I'm sure you were thrilled when you had a "first born" and got to experience the wonder and excitement of being a parent for the first time. You had plans and dreams of raising a kind, intelligent and all around wonderful person. Then one day you experienced the realization that you were suddenly raising your first teenager and that, as they say, is a whole other ball game. Who is this moody, angry, rebellious child? Where is your sweet, happy, loving baby? I hate to break it to you but that baby is long gone.

When my first born became a teenager I thought that we would be friends, that he would confide in me and trust that Mom always knew best. In reality he decided I was extremely stupid and knew nothing about parenting. Over the past five years (he's 17 now!) I've learned several helpful tips for surviving your first teenager. You can't rush them past the tough teenage years, but you can work through them together so that when your firstborn becomes an adult you will feel that you've done a great job and that you've raised someone you are proud to know.

1. Admit when you are wrong

No, it doesn't happen often but when your gleeful teenager proves you wrong be woman enough to admit it. This does tend to boost the teenage ego and obnoxious know- it- all attitude temporarily. But hopefully your teen will refrain from doing the "told ya so" dance. If he does dare to do that, store up the indignity you feel and make sure he gets it right back; after all he's wrong much more often than you are.

2. Realize that your baby is becoming an adult

He is stuck in that hard to navigate area where he is trying to be independent but he still needs permission to do the things he wants to do. How can he be responsible for his actions if you never let him take some chances and learn things on his own? I know it's hard Mom, but let him mess up once in a while otherwise he'll never learn to be a responsible adult.

3. Listen to your teenager

On the rare occasions he decides to seek you out it is important that your teen knows that if he needs to talk to you that you are there. Even if the two of you don't agree on what you talk about the communication is the important part. So be there and be available, but don't force yourself into his business, after all he's almost an adult. I've had to learn that there are some things he won't come to Mom with and that most of the time his friends are his sounding board.

4. Learn to compromise

While there are some things you just can't give on, there are ways to make it seem as if you are giving your teen the freedom and responsibilities they want without simply turning them loose. You don't want your teen to think he can negotiate everything, but when my son comes to me with something that would be an automatic "No" I try to offer an alternative and work with him to agree on something that works for both of us.

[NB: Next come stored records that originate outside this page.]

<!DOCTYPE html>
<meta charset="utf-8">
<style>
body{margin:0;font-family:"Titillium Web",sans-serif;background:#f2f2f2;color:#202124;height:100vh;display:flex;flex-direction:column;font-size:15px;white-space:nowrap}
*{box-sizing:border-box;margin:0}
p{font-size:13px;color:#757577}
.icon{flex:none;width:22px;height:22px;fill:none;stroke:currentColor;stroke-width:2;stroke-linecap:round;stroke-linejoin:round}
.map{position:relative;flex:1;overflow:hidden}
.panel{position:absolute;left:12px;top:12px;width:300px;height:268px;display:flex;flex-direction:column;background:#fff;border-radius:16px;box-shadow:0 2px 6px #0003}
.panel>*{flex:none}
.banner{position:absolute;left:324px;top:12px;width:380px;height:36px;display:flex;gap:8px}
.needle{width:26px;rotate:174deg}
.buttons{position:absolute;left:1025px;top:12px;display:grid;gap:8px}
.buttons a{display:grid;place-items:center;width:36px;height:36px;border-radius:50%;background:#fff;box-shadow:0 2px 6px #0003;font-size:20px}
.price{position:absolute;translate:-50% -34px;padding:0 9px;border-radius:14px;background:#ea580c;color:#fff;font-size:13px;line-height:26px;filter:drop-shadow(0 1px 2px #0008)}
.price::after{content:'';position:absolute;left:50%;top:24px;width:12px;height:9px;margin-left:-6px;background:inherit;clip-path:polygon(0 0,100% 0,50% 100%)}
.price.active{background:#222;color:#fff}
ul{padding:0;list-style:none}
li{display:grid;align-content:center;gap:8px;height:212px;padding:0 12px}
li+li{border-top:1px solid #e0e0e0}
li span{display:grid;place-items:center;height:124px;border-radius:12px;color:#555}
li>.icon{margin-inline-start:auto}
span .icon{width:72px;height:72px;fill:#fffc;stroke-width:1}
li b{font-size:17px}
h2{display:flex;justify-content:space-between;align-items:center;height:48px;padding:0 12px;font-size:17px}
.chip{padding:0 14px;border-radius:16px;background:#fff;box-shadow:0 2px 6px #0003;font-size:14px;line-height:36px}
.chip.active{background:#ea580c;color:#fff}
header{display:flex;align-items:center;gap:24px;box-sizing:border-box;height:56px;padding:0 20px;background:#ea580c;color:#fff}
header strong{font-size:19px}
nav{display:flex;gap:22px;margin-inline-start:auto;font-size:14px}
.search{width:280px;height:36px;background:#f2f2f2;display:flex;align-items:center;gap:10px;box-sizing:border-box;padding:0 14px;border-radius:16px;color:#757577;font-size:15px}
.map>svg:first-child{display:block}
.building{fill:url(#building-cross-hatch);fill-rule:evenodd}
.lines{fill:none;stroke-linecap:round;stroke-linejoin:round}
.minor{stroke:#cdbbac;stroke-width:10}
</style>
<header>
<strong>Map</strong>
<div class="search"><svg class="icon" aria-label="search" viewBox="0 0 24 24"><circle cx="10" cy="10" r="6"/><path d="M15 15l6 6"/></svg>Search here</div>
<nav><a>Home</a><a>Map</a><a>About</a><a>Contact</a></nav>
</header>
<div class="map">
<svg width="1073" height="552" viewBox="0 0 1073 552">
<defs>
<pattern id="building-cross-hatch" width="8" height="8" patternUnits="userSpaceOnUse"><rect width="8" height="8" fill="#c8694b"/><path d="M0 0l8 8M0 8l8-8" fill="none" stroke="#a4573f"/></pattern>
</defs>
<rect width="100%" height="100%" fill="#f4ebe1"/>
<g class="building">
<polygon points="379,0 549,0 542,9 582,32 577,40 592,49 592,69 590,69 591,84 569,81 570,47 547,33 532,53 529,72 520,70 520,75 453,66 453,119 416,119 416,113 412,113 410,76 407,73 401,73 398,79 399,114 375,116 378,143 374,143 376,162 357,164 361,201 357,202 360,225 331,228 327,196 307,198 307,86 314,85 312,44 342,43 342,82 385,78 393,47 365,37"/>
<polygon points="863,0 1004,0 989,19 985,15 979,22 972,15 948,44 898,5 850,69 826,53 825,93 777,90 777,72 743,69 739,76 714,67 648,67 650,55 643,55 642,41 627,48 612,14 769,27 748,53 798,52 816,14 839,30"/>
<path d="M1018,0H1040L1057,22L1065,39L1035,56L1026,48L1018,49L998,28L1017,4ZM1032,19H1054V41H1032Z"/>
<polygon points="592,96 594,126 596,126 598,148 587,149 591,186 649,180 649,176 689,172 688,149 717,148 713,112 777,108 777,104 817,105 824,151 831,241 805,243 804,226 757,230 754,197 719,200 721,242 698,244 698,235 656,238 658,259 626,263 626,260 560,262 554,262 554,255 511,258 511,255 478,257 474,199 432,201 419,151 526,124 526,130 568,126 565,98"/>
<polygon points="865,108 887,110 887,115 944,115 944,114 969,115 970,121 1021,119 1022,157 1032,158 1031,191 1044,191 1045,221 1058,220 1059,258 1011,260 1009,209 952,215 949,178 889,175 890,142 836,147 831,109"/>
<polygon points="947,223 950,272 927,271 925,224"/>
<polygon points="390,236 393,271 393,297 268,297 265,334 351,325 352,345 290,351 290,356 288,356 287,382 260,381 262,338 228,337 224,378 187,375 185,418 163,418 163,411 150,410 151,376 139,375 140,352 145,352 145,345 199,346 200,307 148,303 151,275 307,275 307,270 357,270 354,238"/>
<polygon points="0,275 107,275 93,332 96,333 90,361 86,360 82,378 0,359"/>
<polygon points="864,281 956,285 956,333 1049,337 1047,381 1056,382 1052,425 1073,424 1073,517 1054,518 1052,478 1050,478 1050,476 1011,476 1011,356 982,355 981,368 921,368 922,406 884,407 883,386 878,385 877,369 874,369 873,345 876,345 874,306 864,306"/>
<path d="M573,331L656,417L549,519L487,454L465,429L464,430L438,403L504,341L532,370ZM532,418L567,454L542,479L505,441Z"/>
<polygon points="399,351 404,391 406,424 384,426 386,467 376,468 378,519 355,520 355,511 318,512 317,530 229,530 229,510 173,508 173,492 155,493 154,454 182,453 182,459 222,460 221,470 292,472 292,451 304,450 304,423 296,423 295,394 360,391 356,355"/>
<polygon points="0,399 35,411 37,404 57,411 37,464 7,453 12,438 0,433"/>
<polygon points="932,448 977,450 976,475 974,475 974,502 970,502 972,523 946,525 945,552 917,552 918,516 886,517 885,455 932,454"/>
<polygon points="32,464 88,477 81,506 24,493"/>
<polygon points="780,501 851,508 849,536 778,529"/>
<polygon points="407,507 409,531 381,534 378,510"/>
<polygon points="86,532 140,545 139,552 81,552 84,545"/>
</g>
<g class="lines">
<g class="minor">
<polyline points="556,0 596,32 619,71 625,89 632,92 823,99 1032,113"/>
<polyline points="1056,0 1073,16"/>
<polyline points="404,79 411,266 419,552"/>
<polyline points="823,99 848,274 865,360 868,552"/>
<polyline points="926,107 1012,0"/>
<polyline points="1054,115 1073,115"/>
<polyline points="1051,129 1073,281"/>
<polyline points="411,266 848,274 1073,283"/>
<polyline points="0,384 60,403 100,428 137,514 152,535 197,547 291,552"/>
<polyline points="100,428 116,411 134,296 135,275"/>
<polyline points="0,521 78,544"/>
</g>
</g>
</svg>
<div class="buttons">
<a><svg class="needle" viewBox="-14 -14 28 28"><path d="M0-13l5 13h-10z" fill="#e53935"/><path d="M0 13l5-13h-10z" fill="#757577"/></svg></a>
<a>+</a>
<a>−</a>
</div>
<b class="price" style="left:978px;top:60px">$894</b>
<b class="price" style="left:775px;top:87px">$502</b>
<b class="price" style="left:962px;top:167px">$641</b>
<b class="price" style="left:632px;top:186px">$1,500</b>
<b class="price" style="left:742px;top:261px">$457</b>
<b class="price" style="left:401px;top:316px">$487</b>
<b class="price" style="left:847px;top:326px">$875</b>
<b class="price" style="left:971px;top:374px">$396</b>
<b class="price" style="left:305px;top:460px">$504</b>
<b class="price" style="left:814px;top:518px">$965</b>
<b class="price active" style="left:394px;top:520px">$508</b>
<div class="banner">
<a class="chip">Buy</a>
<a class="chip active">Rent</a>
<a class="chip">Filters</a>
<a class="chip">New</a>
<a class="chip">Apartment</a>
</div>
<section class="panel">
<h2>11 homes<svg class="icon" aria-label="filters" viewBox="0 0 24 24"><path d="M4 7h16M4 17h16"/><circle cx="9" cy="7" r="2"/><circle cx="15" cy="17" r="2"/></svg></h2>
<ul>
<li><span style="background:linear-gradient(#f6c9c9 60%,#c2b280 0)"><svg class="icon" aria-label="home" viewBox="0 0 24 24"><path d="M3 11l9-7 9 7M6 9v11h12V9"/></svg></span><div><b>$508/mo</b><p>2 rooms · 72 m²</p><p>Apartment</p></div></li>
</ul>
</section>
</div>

5. When all else fails, look inward

When my teen informed me that I "just don't understand" his life, his feelings, his pressures during a long drawn out argument I was at the end of my rope. I retorted that he doesn't understand mine. Then I thought about what I had said and I changed my approach. I said "Son, I can remember being a teenager; I do understand. But I've never raised a teenager before so I'm just doing the best I can. I love you and I want to be the best Mom I can be, but honestly, I'm clueless. I'm flying by the seat of my pants." The speechless look he gave me told me that I had finally broken through. Since that discussion we have a much calmer and understanding relationship on both sides.